Residents and businesses affected by the Boxing Day floods in Leeds have received around £1.4m of support, Leeds City Council has said.
A report prepared for senior councillors shows that nearly 3,400 homes, businesses, churches and sports clubs were either flooded or suffered from the knock-on effects of Storm Eva on December 26.
In the wake of the floods, the Government pledged a £50m funding package to help those affected across Yorkshire.
West Yorkshire Combined Authority committed a further £5m fund for victims in the five local authority areas in West Yorkshire.
The council’s executive committee will next week hear that so far more than £1m has been given to businesses, with a further £400,000 allocated to helping residents.
But council leader Judith Blake reiterated calls for action to prevent future disasters.
She said: “We are now two months on from the events of Boxing Day and the aftermath but those directly affected continue to need as much support as we can give them so it is pleasing to see the funding is getting where it is needed.
“We have a duty to those people and everyone in the city to make sure we get comprehensive flood defences in place as quickly as possible, so we will continue to make the strongest possible case we can to the government for the level of investment in Leeds to make that happen.”

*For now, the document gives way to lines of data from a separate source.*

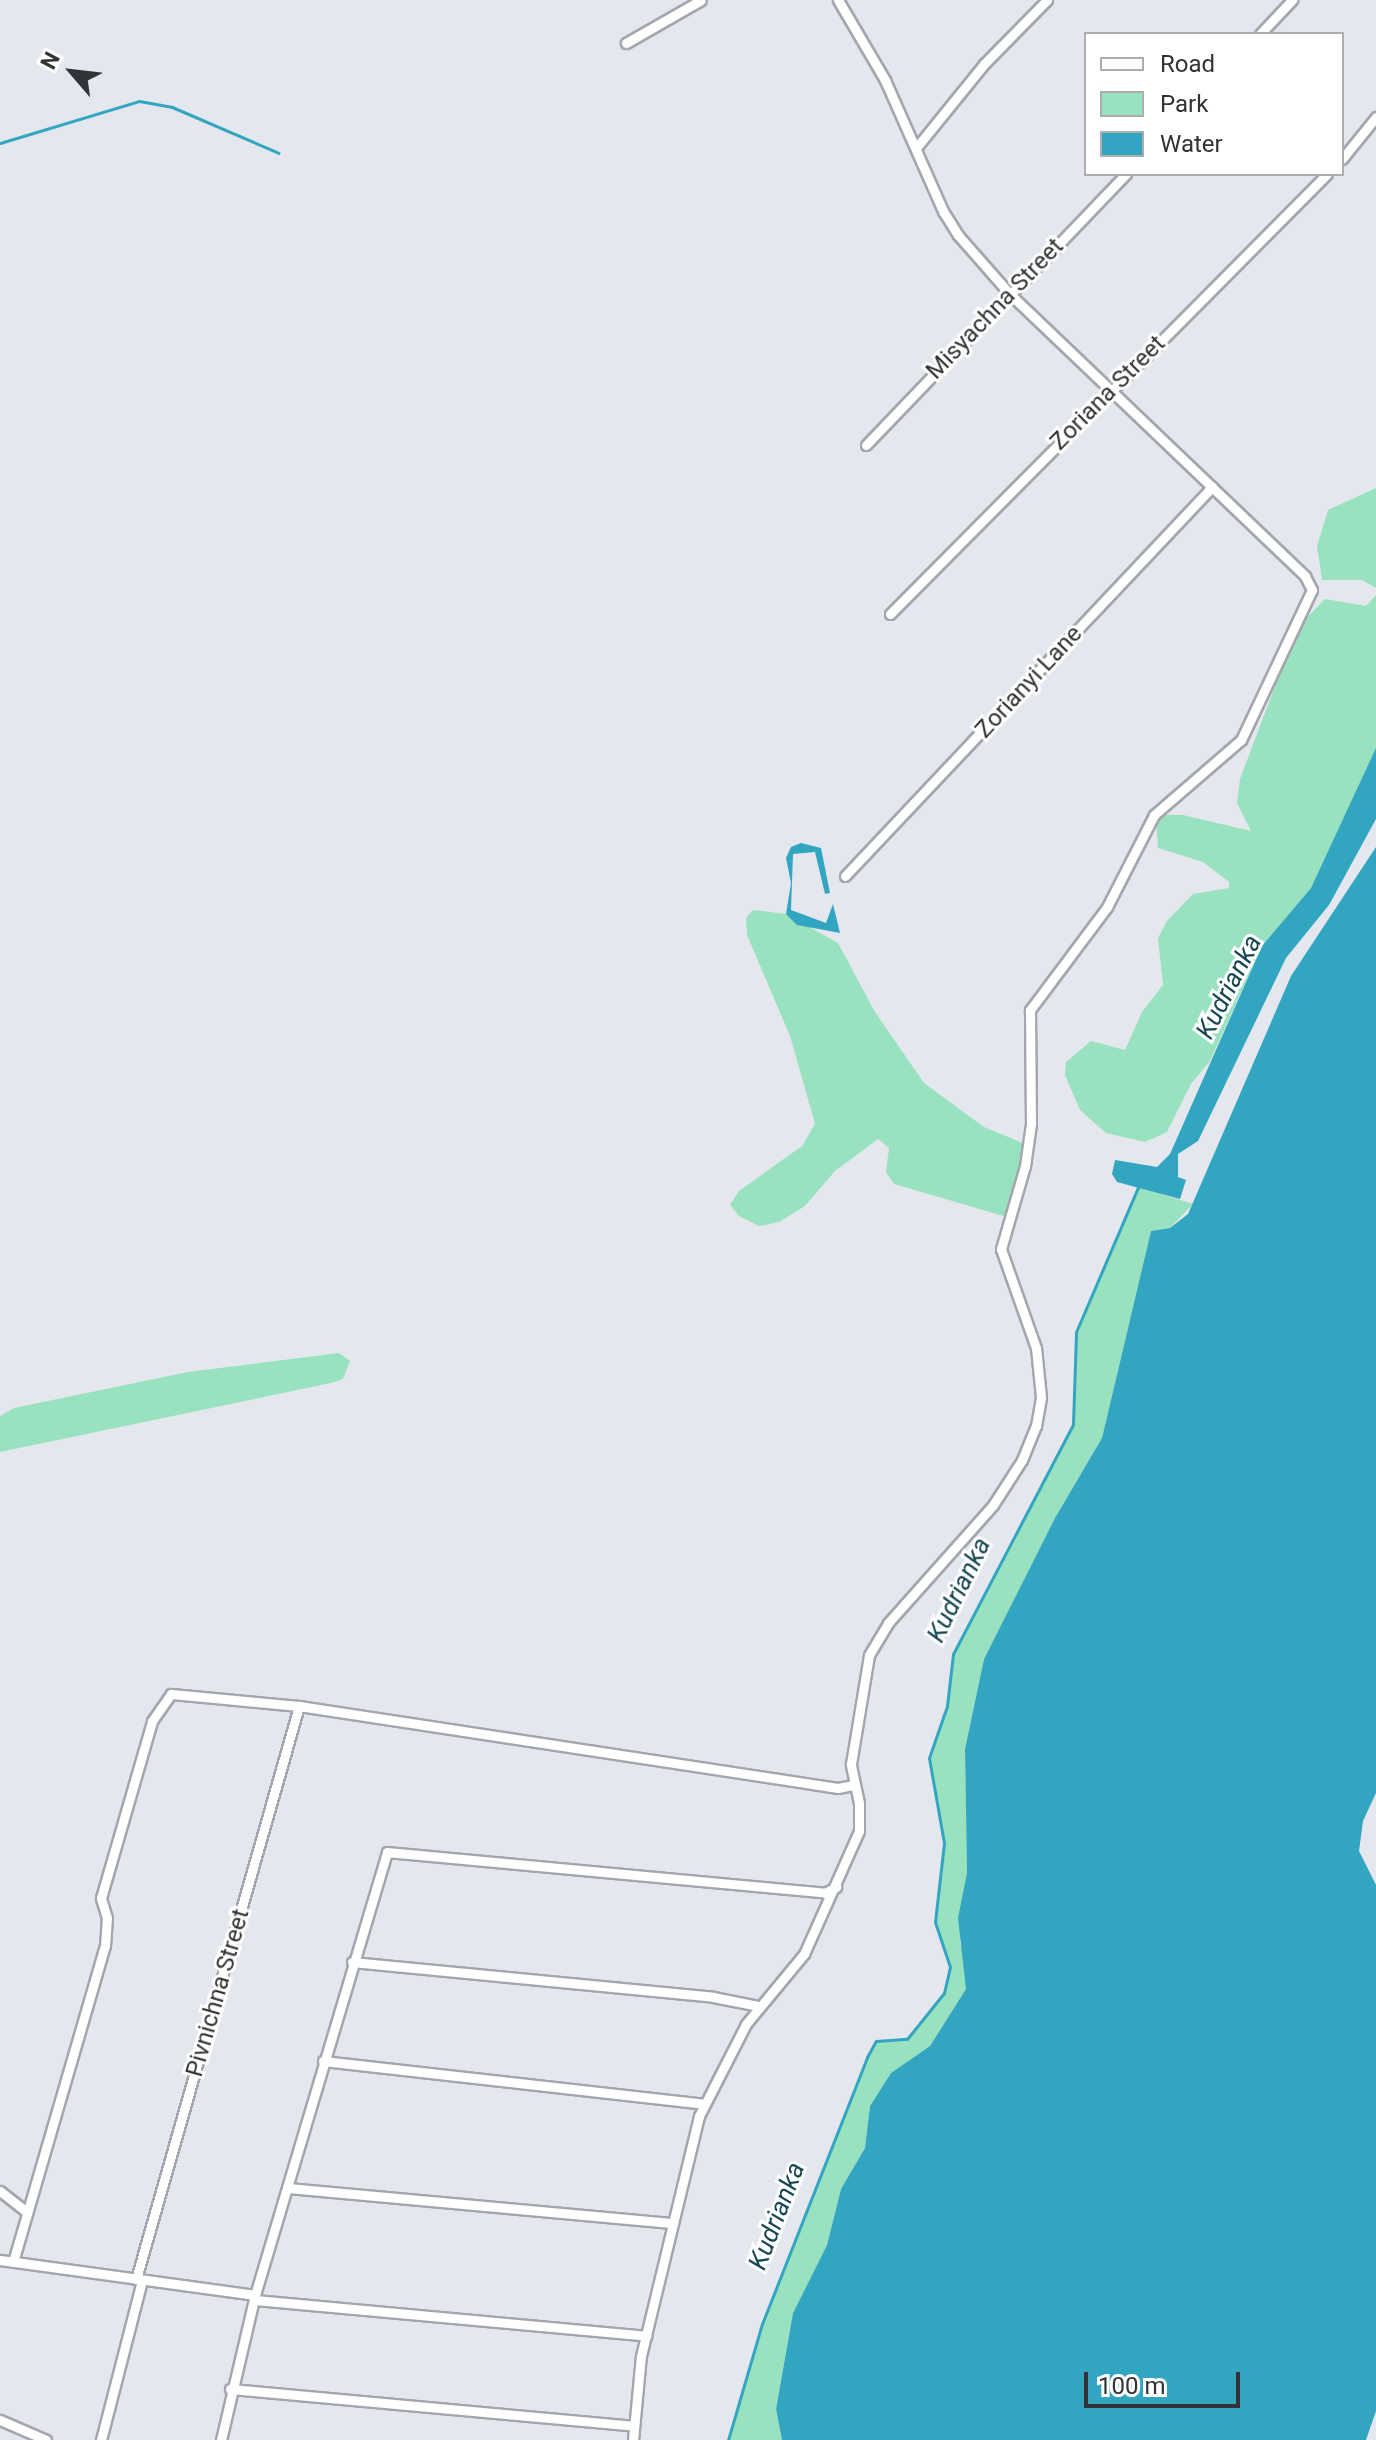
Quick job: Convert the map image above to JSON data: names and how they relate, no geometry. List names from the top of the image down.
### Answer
{
  "streets": {
    "street": [
      "Misyachna Street",
      "Zoriana Street",
      "Zorianyi Lane",
      "Pivnichna Street"
    ]
  },
  "water": ["Kudrianka"],
  "legend": ["Road", "Park", "Water"],
  "scale_bar": "100 m",
  "north": "top left"
}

The report says work is being carried out to stabilise Linton bridge, which was badly damaged in the floods, but repairs could cost £4.3m and take an estimated 12 months to carry out. The council is working on temporary access arrangements.
Coun Blake added: “Linton Bridge is a major worry as it could be closed for a considerable period of time and cost millions to repair, so we would please ask for patience while we carry out the necessary assessment work and evaluate what we can do to minimise the impact of it being closed.”
The report to the executive committee says the Government has pledged to carry out a feasibility study into the next phase of the Leeds Flood Alleviation Scheme, with the potential to call for enhanced protection further upstream than in a previous report.
The council is also working with the Environment Agency to identify measures to reduce flood risk at Mickletown/Methley from the River Aire and at Otley from the River Wharfe.
The council is also looking at how the hundreds of volunteers who helped with the recovery could be recognised.
Information about the council’s financial support available can be seen at www.leeds.gov.uk.
Businesses are also able to apply for additional funding through the West Yorkshire Combined Authority scheme via www.the-lep.com/floodsupport.